§ ASSIGNMENT:
Each entry must be restated exactly as it appears.

[Dataset entries]

+ + +

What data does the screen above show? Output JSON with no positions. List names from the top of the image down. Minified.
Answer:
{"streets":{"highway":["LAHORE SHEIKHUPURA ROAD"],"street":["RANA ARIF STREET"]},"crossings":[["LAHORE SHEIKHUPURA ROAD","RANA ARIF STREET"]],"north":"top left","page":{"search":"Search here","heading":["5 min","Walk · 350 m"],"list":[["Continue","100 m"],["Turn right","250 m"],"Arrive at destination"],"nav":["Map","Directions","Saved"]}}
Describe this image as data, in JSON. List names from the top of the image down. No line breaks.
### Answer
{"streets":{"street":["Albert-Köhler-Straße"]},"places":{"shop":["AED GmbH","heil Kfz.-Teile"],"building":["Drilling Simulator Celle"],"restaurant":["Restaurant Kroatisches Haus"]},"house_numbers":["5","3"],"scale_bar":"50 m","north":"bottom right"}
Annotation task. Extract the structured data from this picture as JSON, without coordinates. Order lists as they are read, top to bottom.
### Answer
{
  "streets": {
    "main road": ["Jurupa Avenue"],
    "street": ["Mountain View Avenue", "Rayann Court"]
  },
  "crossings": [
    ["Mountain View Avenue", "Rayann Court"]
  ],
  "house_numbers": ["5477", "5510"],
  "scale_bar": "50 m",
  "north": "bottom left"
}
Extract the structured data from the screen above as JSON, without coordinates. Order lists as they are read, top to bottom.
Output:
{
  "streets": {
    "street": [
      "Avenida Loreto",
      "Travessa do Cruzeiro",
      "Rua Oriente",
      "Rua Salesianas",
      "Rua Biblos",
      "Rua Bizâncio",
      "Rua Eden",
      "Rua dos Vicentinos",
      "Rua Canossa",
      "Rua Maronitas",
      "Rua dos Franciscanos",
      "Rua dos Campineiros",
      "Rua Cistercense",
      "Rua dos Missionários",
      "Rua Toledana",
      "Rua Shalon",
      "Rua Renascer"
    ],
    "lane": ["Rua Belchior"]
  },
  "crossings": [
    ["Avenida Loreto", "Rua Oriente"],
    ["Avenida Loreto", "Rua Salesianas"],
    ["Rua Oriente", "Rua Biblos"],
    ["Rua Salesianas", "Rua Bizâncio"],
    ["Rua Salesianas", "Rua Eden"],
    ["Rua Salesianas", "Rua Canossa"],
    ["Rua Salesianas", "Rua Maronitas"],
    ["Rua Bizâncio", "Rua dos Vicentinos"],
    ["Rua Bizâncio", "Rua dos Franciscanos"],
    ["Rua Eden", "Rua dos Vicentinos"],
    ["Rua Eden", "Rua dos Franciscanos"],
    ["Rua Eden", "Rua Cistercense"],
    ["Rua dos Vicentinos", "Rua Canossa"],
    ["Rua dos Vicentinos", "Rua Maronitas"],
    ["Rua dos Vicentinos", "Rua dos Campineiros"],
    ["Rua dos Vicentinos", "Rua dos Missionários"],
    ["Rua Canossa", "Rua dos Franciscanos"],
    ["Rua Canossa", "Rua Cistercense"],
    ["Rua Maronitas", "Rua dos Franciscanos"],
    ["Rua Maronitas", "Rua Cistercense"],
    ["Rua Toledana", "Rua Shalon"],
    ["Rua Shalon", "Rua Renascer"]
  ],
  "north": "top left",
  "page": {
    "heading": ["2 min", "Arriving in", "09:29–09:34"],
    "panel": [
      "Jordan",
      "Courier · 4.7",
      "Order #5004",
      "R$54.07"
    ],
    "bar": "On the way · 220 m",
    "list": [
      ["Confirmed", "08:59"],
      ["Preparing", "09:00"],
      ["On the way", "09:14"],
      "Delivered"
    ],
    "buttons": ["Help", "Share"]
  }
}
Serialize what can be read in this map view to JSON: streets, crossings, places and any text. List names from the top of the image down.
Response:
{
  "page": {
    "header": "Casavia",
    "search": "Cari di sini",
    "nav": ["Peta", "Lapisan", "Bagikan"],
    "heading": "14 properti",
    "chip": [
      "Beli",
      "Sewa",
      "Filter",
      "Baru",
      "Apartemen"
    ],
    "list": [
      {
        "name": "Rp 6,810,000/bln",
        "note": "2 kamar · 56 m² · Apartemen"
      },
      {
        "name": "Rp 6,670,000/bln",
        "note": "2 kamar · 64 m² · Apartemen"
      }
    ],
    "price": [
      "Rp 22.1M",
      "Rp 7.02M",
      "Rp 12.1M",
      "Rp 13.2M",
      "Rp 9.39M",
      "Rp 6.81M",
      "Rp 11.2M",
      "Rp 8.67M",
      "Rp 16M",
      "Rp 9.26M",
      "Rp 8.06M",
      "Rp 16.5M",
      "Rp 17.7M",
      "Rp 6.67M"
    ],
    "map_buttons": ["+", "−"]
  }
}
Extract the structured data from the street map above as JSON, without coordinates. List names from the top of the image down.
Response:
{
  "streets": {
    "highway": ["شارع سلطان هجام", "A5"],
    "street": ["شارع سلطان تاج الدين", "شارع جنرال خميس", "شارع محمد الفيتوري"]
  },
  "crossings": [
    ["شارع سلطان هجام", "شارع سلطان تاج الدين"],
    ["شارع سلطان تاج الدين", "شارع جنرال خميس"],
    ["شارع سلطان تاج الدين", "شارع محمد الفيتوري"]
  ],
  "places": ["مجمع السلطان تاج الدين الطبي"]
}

+ + +

§ WRITTEN RESPONSE:
What data does the screen above show? Output JSON with no positions. List names from the top of the image down. Minified.
Answer:
{"streets":{"highway":["LAHORE SHEIKHUPURA ROAD"],"street":["RANA ARIF STREET"]},"crossings":[["LAHORE SHEIKHUPURA ROAD","RANA ARIF STREET"]],"north":"top left","page":{"search":"Search here","heading":["5 min","Walk · 350 m"],"list":[["Continue","100 m"],["Turn right","250 m"],"Arrive at destination"],"nav":["Map","Directions","Saved"]}}
Describe this image as data, in JSON. List names from the top of the image down. No line breaks.
### Answer
{"streets":{"street":["Albert-Köhler-Straße"]},"places":{"shop":["AED GmbH","heil Kfz.-Teile"],"building":["Drilling Simulator Celle"],"restaurant":["Restaurant Kroatisches Haus"]},"house_numbers":["5","3"],"scale_bar":"50 m","north":"bottom right"}
Annotation task. Extract the structured data from this picture as JSON, without coordinates. Order lists as they are read, top to bottom.
### Answer
{
  "streets": {
    "main road": ["Jurupa Avenue"],
    "street": ["Mountain View Avenue", "Rayann Court"]
  },
  "crossings": [
    ["Mountain View Avenue", "Rayann Court"]
  ],
  "house_numbers": ["5477", "5510"],
  "scale_bar": "50 m",
  "north": "bottom left"
}
Extract the structured data from the screen above as JSON, without coordinates. Order lists as they are read, top to bottom.
Output:
{
  "streets": {
    "street": [
      "Avenida Loreto",
      "Travessa do Cruzeiro",
      "Rua Oriente",
      "Rua Salesianas",
      "Rua Biblos",
      "Rua Bizâncio",
      "Rua Eden",
      "Rua dos Vicentinos",
      "Rua Canossa",
      "Rua Maronitas",
      "Rua dos Franciscanos",
      "Rua dos Campineiros",
      "Rua Cistercense",
      "Rua dos Missionários",
      "Rua Toledana",
      "Rua Shalon",
      "Rua Renascer"
    ],
    "lane": ["Rua Belchior"]
  },
  "crossings": [
    ["Avenida Loreto", "Rua Oriente"],
    ["Avenida Loreto", "Rua Salesianas"],
    ["Rua Oriente", "Rua Biblos"],
    ["Rua Salesianas", "Rua Bizâncio"],
    ["Rua Salesianas", "Rua Eden"],
    ["Rua Salesianas", "Rua Canossa"],
    ["Rua Salesianas", "Rua Maronitas"],
    ["Rua Bizâncio", "Rua dos Vicentinos"],
    ["Rua Bizâncio", "Rua dos Franciscanos"],
    ["Rua Eden", "Rua dos Vicentinos"],
    ["Rua Eden", "Rua dos Franciscanos"],
    ["Rua Eden", "Rua Cistercense"],
    ["Rua dos Vicentinos", "Rua Canossa"],
    ["Rua dos Vicentinos", "Rua Maronitas"],
    ["Rua dos Vicentinos", "Rua dos Campineiros"],
    ["Rua dos Vicentinos", "Rua dos Missionários"],
    ["Rua Canossa", "Rua dos Franciscanos"],
    ["Rua Canossa", "Rua Cistercense"],
    ["Rua Maronitas", "Rua dos Franciscanos"],
    ["Rua Maronitas", "Rua Cistercense"],
    ["Rua Toledana", "Rua Shalon"],
    ["Rua Shalon", "Rua Renascer"]
  ],
  "north": "top left",
  "page": {
    "heading": ["2 min", "Arriving in", "09:29–09:34"],
    "panel": [
      "Jordan",
      "Courier · 4.7",
      "Order #5004",
      "R$54.07"
    ],
    "bar": "On the way · 220 m",
    "list": [
      ["Confirmed", "08:59"],
      ["Preparing", "09:00"],
      ["On the way", "09:14"],
      "Delivered"
    ],
    "buttons": ["Help", "Share"]
  }
}
Serialize what can be read in this map view to JSON: streets, crossings, places and any text. List names from the top of the image down.
Response:
{
  "page": {
    "header": "Casavia",
    "search": "Cari di sini",
    "nav": ["Peta", "Lapisan", "Bagikan"],
    "heading": "14 properti",
    "chip": [
      "Beli",
      "Sewa",
      "Filter",
      "Baru",
      "Apartemen"
    ],
    "list": [
      {
        "name": "Rp 6,810,000/bln",
        "note": "2 kamar · 56 m² · Apartemen"
      },
      {
        "name": "Rp 6,670,000/bln",
        "note": "2 kamar · 64 m² · Apartemen"
      }
    ],
    "price": [
      "Rp 22.1M",
      "Rp 7.02M",
      "Rp 12.1M",
      "Rp 13.2M",
      "Rp 9.39M",
      "Rp 6.81M",
      "Rp 11.2M",
      "Rp 8.67M",
      "Rp 16M",
      "Rp 9.26M",
      "Rp 8.06M",
      "Rp 16.5M",
      "Rp 17.7M",
      "Rp 6.67M"
    ],
    "map_buttons": ["+", "−"]
  }
}
Extract the structured data from the street map above as JSON, without coordinates. List names from the top of the image down.
Response:
{
  "streets": {
    "highway": ["شارع سلطان هجام", "A5"],
    "street": ["شارع سلطان تاج الدين", "شارع جنرال خميس", "شارع محمد الفيتوري"]
  },
  "crossings": [
    ["شارع سلطان هجام", "شارع سلطان تاج الدين"],
    ["شارع سلطان تاج الدين", "شارع جنرال خميس"],
    ["شارع سلطان تاج الدين", "شارع محمد الفيتوري"]
  ],
  "places": ["مجمع السلطان تاج الدين الطبي"]
}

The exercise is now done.